We use topographic data, also provided by the IGN under an open license. This dataset is called BD TOPO. This data contains information on all the buildings registered in France. The main aim of this dataset is to filter the detections.
At the characteristics extraction stage of our PV registry pipeline (see figure 1), we use the PV characteristics gathered in the BDPV database to calibrate the characteristics extraction module of our pipeline. These characteristics include the tilt, azimuth, surface, and installed capacity of PV installations.
The final data we use is the Registre national d’installations (RNI), which aggregates the number of PV installations and the aggregated installed capacity per city. This database is updated every year and is provided under open access.
We build on [mayer20223d] to construct an automated PV registry pipeline. This pipeline takes as input orthoimages and topological data and outputs PV panels’ characteristics and localization. Figure 1 summarizes our approach.
We fine tuned our classification and segmentation models on our training dataset. During inference, we classify all images and segment only images on which a PV panel is detected. Segmentation masks are then converted into polygons. We use the weights of [mayer20223d] as an initialization for our fine-tuned models. Our classification model is based on the Inception-v3 architecture [szegedy2016rethinking] and our segmentation model is based on the DeepLab-v3 architecture [chen2017rethinking].
We convert the polygons into PV panels’ characteristics. We estimate the tilt angle based on the tilt angles reported in the BDPV database. The BDPV database spreads across France. We first cluster our detections by their surface. Then, for each surface cluster, we impute as the tilt the average tilt computed from nearby installations recorded in the BDPV database.
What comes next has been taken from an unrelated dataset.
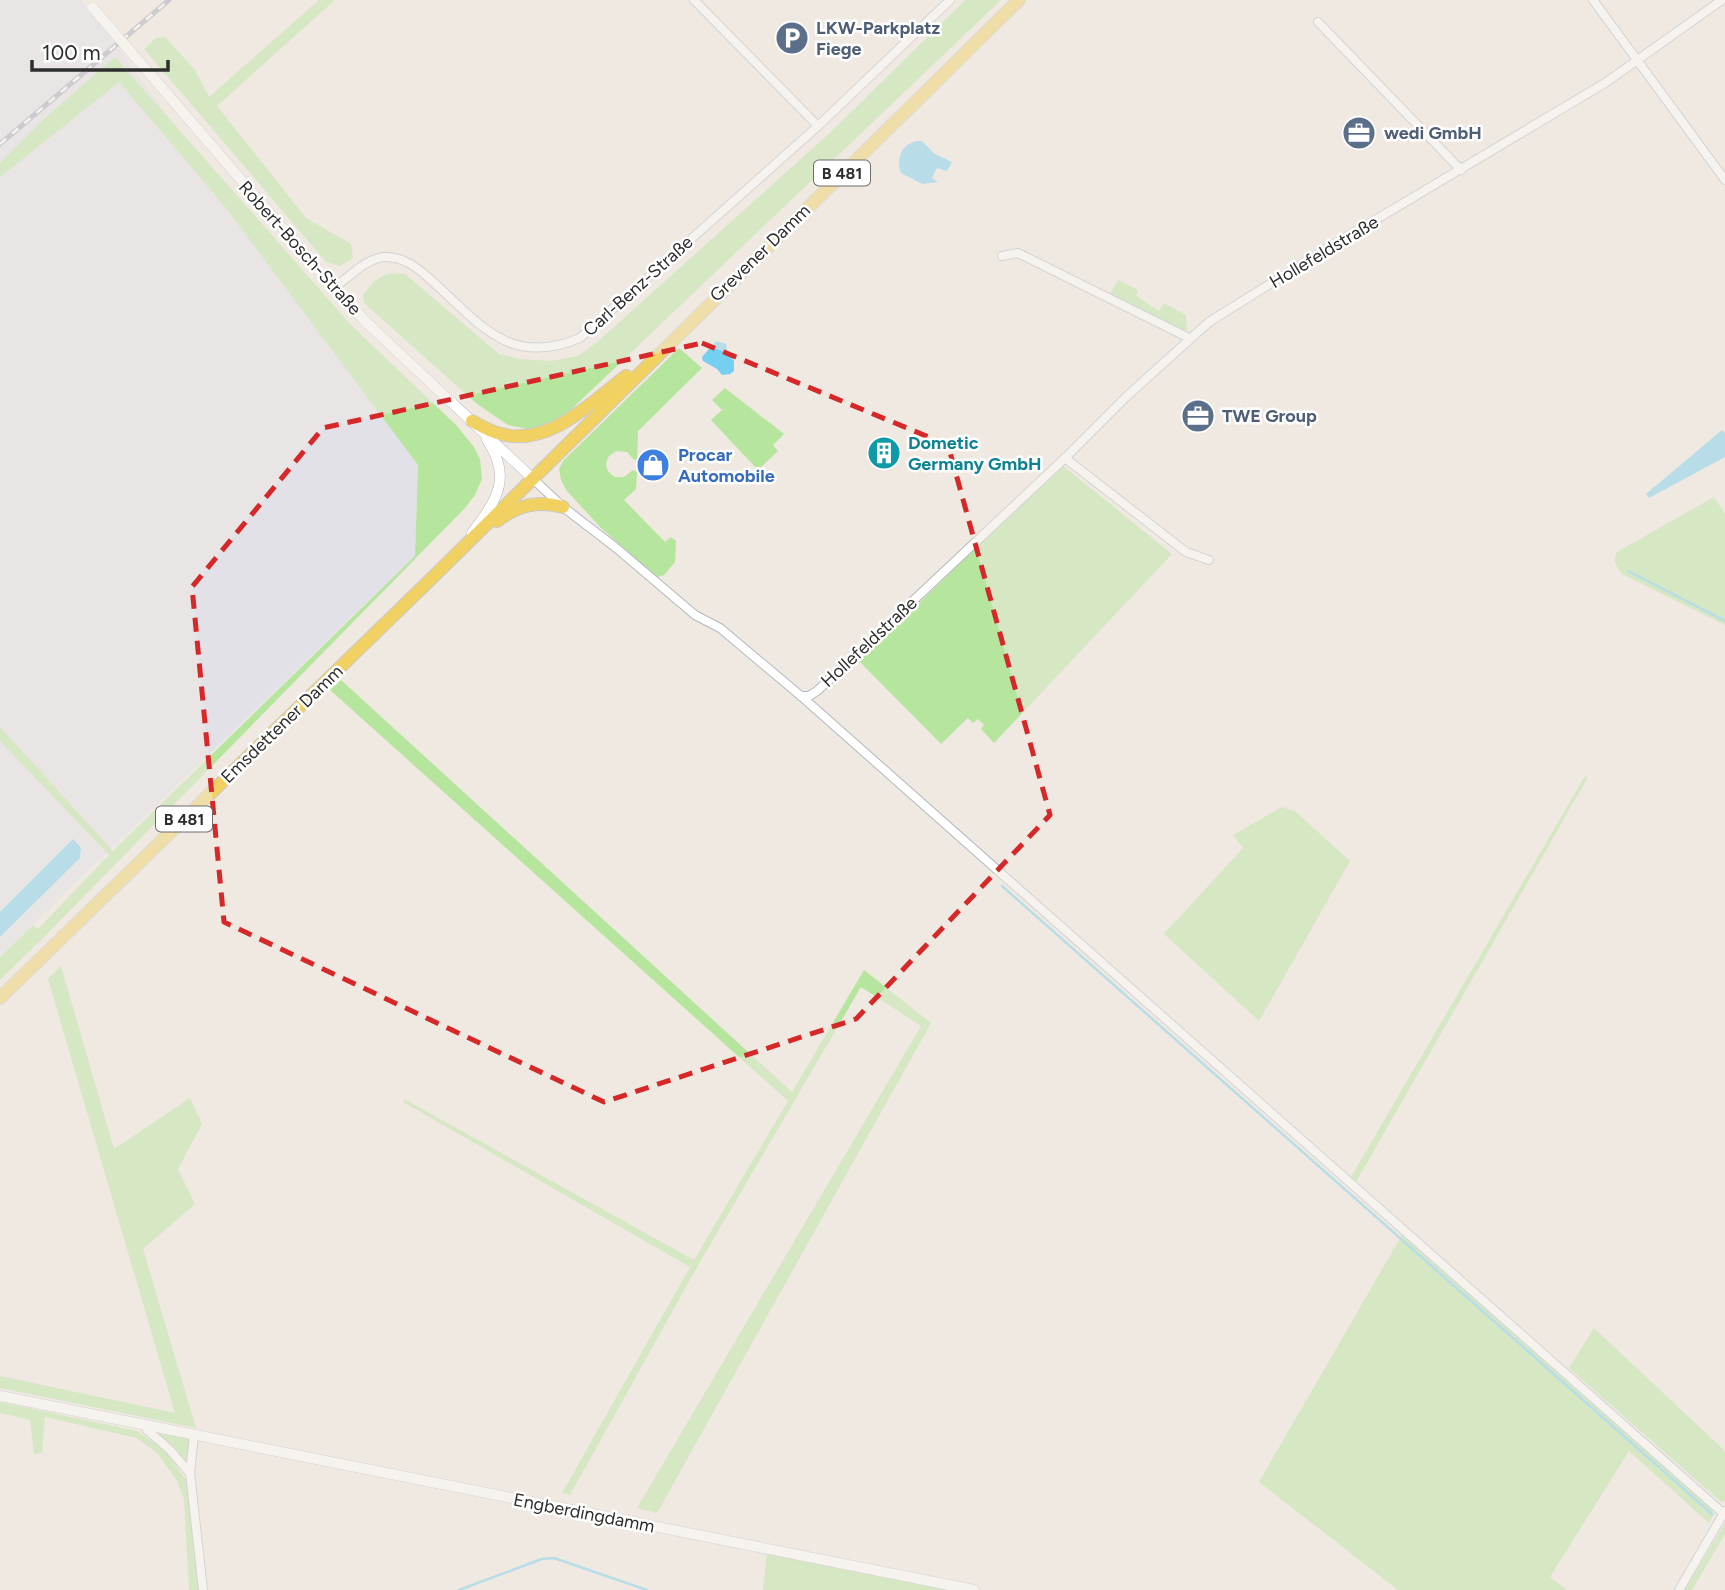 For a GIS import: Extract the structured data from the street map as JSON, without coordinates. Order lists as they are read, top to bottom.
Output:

The main objective is to capture the geographical variability of the tilt angle. The advantage of this method is that it is fast to compute and does not require surface models. Using the tilt angle and projected polygon area, we infer the real surface of the PV installation. Finally, we use the real surface to infer the installed capacity. Like previous works[so2017estimating, mayer20223d], we assume a linear relationship between surface and installed capacity. The coefficient captures the efficiency of the PV panels.
We use the BD TOPO to filter all polygons that are not on a building. We also filter installations that are either too small (the threshold is set at 1.7 square meters, the typical area of a single PV module) or too large. The upper threshold is 36 kWp as the RNI focuses on installations with an installed capacity lower than 36 kWp.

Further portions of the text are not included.